Pick each line containing "stream" out of the records.

[Collected data]
——

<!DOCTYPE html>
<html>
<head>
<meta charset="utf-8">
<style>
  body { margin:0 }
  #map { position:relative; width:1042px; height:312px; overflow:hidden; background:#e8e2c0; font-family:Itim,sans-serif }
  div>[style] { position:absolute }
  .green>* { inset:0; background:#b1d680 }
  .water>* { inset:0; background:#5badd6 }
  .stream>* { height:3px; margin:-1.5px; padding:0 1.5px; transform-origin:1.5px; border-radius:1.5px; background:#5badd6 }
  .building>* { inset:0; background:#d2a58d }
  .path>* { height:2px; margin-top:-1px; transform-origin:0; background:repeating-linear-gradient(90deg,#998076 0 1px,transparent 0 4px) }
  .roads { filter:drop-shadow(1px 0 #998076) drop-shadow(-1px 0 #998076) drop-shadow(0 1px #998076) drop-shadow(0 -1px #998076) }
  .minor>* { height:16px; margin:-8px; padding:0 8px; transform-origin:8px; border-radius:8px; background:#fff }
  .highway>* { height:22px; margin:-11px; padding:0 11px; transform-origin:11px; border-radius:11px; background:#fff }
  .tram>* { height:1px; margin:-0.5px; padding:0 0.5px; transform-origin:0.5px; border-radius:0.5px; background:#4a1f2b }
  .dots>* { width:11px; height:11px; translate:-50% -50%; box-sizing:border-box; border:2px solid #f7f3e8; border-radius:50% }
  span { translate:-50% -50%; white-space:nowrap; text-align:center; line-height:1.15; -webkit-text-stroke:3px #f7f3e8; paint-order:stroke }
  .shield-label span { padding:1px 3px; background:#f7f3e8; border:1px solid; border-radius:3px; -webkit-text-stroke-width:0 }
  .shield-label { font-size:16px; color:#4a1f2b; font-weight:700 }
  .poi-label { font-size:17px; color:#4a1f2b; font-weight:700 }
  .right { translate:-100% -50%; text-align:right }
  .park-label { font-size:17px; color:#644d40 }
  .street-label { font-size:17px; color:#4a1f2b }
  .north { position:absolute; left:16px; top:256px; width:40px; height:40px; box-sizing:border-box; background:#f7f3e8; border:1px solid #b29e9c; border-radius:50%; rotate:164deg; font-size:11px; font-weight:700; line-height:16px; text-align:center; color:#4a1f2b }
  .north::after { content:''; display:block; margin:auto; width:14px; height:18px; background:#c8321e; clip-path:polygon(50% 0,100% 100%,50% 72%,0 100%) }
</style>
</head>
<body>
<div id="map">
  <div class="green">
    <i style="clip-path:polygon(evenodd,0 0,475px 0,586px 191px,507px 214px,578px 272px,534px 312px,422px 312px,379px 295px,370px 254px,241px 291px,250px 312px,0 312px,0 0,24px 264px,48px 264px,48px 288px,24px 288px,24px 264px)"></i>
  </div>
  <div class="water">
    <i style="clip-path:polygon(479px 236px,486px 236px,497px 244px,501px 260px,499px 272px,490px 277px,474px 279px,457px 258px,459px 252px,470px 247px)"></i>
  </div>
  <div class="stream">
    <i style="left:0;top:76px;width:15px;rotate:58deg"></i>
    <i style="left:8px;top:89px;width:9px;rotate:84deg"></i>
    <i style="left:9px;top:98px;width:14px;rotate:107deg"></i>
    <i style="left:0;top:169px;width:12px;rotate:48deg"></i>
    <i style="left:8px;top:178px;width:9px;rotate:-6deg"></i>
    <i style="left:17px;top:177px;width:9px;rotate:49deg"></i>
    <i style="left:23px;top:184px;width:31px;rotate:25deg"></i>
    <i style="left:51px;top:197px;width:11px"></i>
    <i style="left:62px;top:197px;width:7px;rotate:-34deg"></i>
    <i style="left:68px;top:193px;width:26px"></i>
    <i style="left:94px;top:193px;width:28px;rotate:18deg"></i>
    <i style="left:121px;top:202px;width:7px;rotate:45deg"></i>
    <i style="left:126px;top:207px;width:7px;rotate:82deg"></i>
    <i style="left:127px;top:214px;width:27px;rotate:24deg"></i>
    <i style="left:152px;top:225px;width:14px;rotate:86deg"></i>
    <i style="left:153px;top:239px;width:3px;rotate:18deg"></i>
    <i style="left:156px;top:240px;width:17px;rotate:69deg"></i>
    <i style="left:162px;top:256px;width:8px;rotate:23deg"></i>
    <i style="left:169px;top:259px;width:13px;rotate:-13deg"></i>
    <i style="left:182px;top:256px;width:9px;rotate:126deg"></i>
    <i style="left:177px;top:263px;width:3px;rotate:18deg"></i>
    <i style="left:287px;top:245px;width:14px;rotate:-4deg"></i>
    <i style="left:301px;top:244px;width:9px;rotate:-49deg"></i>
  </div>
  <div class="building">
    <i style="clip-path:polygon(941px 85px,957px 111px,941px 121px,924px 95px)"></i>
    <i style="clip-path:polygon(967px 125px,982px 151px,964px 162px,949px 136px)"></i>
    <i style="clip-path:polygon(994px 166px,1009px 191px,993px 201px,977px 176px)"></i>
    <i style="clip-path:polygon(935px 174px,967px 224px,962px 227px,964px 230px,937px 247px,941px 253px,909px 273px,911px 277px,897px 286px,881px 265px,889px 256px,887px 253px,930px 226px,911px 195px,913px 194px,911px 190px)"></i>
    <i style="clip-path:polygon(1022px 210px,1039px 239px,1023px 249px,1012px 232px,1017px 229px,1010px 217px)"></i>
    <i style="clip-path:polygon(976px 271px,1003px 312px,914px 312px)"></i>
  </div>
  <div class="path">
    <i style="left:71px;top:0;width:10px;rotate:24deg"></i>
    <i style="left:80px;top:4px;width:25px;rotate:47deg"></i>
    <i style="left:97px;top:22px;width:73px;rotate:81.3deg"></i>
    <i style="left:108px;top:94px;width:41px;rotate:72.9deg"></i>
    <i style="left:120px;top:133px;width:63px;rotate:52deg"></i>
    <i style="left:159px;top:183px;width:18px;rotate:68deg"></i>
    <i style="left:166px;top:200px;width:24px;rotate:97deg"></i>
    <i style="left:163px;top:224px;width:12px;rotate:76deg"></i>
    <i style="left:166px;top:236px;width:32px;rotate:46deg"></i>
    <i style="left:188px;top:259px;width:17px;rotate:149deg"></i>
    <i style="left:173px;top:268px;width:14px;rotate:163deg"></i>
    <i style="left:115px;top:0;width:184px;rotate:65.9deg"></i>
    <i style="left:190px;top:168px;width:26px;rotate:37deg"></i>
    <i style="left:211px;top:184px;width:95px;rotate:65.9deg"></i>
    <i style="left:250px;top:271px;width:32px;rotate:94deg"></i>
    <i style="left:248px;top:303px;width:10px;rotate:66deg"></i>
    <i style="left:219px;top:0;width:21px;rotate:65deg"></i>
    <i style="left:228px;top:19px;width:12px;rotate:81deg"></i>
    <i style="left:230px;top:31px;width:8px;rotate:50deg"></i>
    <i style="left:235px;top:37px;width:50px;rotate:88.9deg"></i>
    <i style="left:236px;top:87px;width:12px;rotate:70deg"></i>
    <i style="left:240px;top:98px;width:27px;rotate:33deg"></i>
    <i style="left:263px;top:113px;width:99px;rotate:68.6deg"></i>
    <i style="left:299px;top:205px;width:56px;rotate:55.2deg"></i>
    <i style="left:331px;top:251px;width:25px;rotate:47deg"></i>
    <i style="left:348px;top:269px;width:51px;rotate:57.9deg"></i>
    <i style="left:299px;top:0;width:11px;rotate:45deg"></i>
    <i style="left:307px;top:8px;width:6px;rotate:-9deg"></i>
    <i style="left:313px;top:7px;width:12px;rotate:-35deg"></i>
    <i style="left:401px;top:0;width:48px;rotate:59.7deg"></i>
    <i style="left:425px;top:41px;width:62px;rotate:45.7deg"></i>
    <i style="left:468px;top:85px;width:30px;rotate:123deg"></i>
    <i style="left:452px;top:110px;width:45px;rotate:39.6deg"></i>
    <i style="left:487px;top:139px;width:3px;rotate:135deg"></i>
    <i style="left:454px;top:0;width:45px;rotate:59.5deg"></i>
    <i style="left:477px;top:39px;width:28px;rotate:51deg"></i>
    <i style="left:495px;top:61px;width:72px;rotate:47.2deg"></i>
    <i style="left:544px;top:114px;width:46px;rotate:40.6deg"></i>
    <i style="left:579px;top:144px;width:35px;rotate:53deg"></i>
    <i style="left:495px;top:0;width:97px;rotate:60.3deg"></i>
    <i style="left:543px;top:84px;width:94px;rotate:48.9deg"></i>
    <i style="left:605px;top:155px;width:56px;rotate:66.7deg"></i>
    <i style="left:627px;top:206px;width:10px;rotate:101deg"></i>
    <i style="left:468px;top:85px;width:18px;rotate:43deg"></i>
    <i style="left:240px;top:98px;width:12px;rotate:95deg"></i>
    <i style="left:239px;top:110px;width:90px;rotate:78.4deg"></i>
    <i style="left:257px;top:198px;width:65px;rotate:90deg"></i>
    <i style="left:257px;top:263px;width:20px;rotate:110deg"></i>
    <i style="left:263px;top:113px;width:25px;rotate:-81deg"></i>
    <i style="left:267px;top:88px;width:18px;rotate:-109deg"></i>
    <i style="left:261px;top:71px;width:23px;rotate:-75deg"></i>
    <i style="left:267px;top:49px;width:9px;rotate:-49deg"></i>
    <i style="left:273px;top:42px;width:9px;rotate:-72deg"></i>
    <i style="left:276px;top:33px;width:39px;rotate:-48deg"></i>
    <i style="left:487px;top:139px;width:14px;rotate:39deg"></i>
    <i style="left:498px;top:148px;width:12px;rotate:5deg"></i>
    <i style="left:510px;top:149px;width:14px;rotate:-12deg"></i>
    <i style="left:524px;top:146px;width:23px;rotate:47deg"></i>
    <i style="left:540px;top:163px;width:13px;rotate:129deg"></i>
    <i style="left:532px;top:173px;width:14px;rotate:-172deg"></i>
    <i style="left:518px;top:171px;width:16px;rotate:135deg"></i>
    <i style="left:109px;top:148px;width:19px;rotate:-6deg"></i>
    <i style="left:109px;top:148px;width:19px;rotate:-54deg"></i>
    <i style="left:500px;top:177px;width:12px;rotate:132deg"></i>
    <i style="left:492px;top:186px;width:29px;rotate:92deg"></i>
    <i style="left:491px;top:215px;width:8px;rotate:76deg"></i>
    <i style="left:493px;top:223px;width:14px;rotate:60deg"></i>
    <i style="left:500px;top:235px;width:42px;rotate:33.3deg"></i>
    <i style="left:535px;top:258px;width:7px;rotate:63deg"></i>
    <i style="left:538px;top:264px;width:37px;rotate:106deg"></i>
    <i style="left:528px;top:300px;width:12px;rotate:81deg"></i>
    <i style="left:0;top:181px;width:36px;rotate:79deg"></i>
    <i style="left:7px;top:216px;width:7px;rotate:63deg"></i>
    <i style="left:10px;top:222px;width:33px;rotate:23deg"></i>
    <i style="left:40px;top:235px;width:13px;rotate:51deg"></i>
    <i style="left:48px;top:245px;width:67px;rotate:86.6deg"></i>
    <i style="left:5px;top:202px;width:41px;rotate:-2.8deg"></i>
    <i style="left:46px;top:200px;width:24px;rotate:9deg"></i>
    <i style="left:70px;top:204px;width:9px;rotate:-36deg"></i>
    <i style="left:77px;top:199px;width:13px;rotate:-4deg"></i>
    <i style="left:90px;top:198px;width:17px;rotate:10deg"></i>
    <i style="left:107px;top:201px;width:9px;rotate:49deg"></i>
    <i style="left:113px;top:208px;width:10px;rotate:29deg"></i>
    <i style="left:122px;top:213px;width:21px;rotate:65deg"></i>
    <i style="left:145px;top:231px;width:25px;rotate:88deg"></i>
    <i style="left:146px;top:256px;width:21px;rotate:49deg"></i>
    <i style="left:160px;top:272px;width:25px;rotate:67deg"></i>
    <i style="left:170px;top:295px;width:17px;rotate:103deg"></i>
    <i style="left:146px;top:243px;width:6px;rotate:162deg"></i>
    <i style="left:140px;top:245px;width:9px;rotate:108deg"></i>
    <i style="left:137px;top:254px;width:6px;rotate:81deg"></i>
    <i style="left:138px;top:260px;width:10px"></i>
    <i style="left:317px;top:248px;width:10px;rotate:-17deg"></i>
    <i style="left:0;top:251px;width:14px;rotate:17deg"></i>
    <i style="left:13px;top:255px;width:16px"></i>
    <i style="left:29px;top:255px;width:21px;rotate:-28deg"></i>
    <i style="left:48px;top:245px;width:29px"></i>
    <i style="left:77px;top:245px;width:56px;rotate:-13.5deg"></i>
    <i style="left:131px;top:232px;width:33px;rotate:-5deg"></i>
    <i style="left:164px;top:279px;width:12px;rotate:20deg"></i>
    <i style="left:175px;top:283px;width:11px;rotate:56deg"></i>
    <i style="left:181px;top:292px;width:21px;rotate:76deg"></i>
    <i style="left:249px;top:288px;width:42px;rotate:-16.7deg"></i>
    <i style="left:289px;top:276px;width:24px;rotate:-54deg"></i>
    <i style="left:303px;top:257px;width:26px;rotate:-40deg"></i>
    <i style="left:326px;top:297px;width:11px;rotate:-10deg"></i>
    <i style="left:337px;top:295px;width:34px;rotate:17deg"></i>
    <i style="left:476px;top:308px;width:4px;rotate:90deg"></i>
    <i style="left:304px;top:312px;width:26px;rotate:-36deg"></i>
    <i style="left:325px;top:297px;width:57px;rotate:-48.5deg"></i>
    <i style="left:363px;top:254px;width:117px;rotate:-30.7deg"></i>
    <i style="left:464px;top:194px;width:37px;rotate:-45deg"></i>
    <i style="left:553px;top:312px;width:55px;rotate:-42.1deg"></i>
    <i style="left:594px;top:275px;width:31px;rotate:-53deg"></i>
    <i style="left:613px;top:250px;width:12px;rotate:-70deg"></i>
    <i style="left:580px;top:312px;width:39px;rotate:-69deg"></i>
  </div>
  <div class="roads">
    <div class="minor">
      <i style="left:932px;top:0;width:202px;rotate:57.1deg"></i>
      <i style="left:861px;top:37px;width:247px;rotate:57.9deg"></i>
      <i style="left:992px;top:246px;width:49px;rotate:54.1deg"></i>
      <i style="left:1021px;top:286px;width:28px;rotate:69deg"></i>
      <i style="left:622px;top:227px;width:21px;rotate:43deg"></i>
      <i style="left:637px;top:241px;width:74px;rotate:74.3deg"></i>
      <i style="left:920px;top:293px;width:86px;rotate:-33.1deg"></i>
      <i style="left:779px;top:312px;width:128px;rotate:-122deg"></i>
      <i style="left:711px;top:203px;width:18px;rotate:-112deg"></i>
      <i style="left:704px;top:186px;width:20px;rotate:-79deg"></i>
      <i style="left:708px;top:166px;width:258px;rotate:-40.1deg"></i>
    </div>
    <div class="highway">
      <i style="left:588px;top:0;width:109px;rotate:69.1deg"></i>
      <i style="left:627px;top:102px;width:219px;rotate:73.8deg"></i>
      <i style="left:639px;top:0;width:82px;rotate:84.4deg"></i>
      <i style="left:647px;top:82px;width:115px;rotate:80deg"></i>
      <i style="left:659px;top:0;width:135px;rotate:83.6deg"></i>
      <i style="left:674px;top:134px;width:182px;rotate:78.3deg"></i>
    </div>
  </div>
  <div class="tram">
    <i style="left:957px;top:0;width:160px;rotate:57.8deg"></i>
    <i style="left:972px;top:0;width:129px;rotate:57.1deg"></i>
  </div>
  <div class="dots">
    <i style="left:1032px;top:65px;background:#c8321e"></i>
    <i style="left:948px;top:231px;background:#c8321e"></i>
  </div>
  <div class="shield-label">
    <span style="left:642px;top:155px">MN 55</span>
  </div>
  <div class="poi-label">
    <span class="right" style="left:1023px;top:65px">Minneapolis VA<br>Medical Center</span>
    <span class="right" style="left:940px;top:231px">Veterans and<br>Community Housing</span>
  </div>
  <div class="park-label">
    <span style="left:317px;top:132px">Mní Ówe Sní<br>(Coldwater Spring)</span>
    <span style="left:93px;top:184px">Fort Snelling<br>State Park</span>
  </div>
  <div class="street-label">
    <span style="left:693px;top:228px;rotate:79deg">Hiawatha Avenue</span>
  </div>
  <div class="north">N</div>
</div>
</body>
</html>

——

[Problem solution]:
  .stream>* { height:3px; margin:-1.5px; padding:0 1.5px; transform-origin:1.5px; border-radius:1.5px; background:#5badd6 }
  <div class="stream">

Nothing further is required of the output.